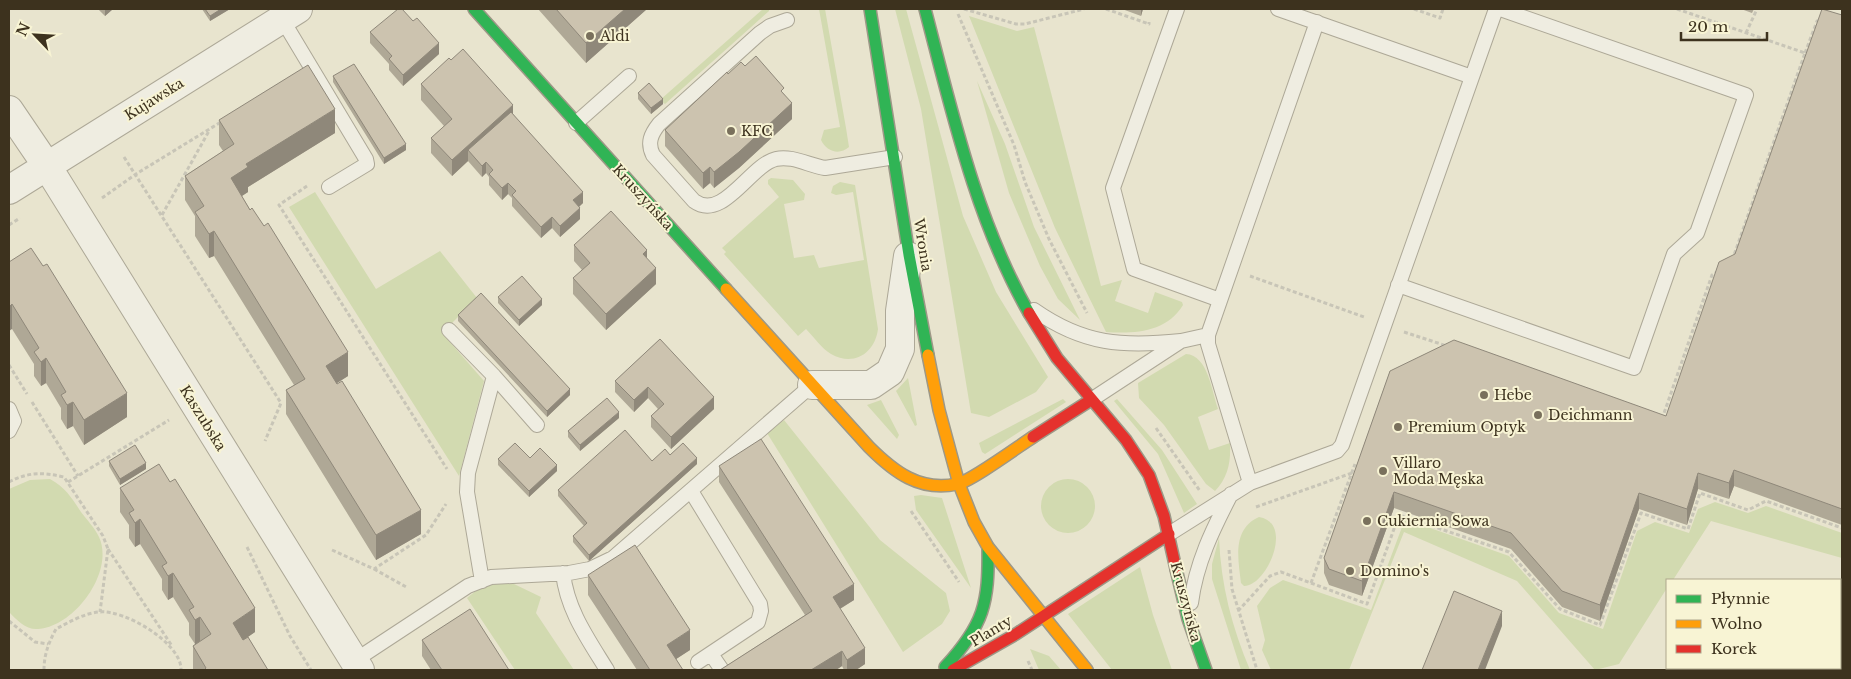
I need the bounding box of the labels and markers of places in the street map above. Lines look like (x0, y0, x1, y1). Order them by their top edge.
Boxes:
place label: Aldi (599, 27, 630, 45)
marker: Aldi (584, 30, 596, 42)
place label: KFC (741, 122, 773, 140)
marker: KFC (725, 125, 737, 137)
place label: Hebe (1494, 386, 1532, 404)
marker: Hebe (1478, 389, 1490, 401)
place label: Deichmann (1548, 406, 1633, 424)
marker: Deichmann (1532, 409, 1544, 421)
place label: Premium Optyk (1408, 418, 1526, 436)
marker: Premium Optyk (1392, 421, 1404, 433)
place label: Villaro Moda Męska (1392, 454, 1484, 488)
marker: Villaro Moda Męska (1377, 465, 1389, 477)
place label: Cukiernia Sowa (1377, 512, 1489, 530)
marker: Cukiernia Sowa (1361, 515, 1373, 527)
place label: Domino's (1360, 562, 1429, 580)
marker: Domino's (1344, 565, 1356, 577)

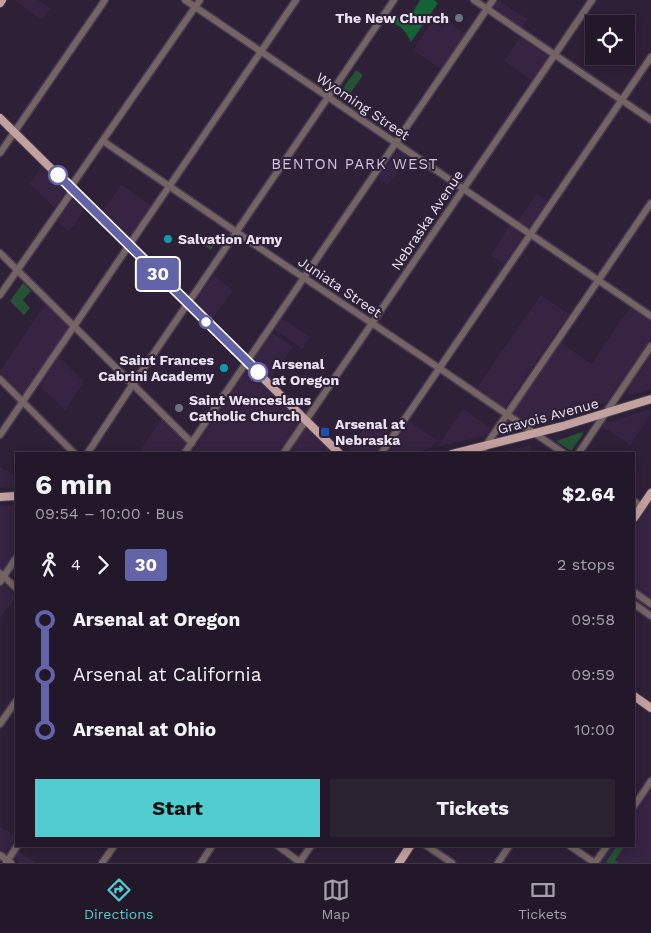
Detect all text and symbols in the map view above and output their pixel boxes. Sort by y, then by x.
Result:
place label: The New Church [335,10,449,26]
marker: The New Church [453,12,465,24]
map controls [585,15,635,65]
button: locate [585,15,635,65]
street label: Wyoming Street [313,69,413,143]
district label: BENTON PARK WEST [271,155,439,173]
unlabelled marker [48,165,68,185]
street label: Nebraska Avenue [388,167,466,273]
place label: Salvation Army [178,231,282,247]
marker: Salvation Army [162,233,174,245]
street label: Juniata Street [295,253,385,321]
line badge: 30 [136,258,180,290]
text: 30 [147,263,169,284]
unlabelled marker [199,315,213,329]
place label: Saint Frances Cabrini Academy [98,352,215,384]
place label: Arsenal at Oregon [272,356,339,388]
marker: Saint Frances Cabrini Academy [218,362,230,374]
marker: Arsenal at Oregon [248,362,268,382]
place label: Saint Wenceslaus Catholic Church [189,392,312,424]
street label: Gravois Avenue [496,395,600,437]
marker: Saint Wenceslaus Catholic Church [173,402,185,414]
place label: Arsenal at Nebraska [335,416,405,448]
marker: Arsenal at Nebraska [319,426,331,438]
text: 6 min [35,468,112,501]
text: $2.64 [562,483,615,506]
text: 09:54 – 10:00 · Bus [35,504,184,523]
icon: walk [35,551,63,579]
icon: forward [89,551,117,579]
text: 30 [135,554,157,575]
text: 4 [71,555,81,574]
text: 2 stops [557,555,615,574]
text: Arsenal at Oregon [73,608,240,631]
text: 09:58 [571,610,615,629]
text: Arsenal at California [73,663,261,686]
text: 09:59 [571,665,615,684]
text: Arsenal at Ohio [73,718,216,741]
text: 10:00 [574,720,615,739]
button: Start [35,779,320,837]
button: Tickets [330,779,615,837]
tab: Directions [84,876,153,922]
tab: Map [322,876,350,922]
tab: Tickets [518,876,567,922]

YOUR TASK: Without including any picture, reproduce all of the material exactly.

ANSWER TO THIS PROBLEM:
I need the bounding box of the labels and markers of places in the street map above. Lines look like (x0, y0, x1, y1). Order them by their top edge.
Boxes:
place label: Aldi (599, 27, 630, 45)
marker: Aldi (584, 30, 596, 42)
place label: KFC (741, 122, 773, 140)
marker: KFC (725, 125, 737, 137)
place label: Hebe (1494, 386, 1532, 404)
marker: Hebe (1478, 389, 1490, 401)
place label: Deichmann (1548, 406, 1633, 424)
marker: Deichmann (1532, 409, 1544, 421)
place label: Premium Optyk (1408, 418, 1526, 436)
marker: Premium Optyk (1392, 421, 1404, 433)
place label: Villaro Moda Męska (1392, 454, 1484, 488)
marker: Villaro Moda Męska (1377, 465, 1389, 477)
place label: Cukiernia Sowa (1377, 512, 1489, 530)
marker: Cukiernia Sowa (1361, 515, 1373, 527)
place label: Domino's (1360, 562, 1429, 580)
marker: Domino's (1344, 565, 1356, 577)

Detect all text and symbols in the map view above and output their pixel boxes. Sort by y, then by x.
Result:
place label: The New Church [335,10,449,26]
marker: The New Church [453,12,465,24]
map controls [585,15,635,65]
button: locate [585,15,635,65]
street label: Wyoming Street [313,69,413,143]
district label: BENTON PARK WEST [271,155,439,173]
unlabelled marker [48,165,68,185]
street label: Nebraska Avenue [388,167,466,273]
place label: Salvation Army [178,231,282,247]
marker: Salvation Army [162,233,174,245]
street label: Juniata Street [295,253,385,321]
line badge: 30 [136,258,180,290]
text: 30 [147,263,169,284]
unlabelled marker [199,315,213,329]
place label: Saint Frances Cabrini Academy [98,352,215,384]
place label: Arsenal at Oregon [272,356,339,388]
marker: Saint Frances Cabrini Academy [218,362,230,374]
marker: Arsenal at Oregon [248,362,268,382]
place label: Saint Wenceslaus Catholic Church [189,392,312,424]
street label: Gravois Avenue [496,395,600,437]
marker: Saint Wenceslaus Catholic Church [173,402,185,414]
place label: Arsenal at Nebraska [335,416,405,448]
marker: Arsenal at Nebraska [319,426,331,438]
text: 6 min [35,468,112,501]
text: $2.64 [562,483,615,506]
text: 09:54 – 10:00 · Bus [35,504,184,523]
icon: walk [35,551,63,579]
icon: forward [89,551,117,579]
text: 30 [135,554,157,575]
text: 4 [71,555,81,574]
text: 2 stops [557,555,615,574]
text: Arsenal at Oregon [73,608,240,631]
text: 09:58 [571,610,615,629]
text: Arsenal at California [73,663,261,686]
text: 09:59 [571,665,615,684]
text: Arsenal at Ohio [73,718,216,741]
text: 10:00 [574,720,615,739]
button: Start [35,779,320,837]
button: Tickets [330,779,615,837]
tab: Directions [84,876,153,922]
tab: Map [322,876,350,922]
tab: Tickets [518,876,567,922]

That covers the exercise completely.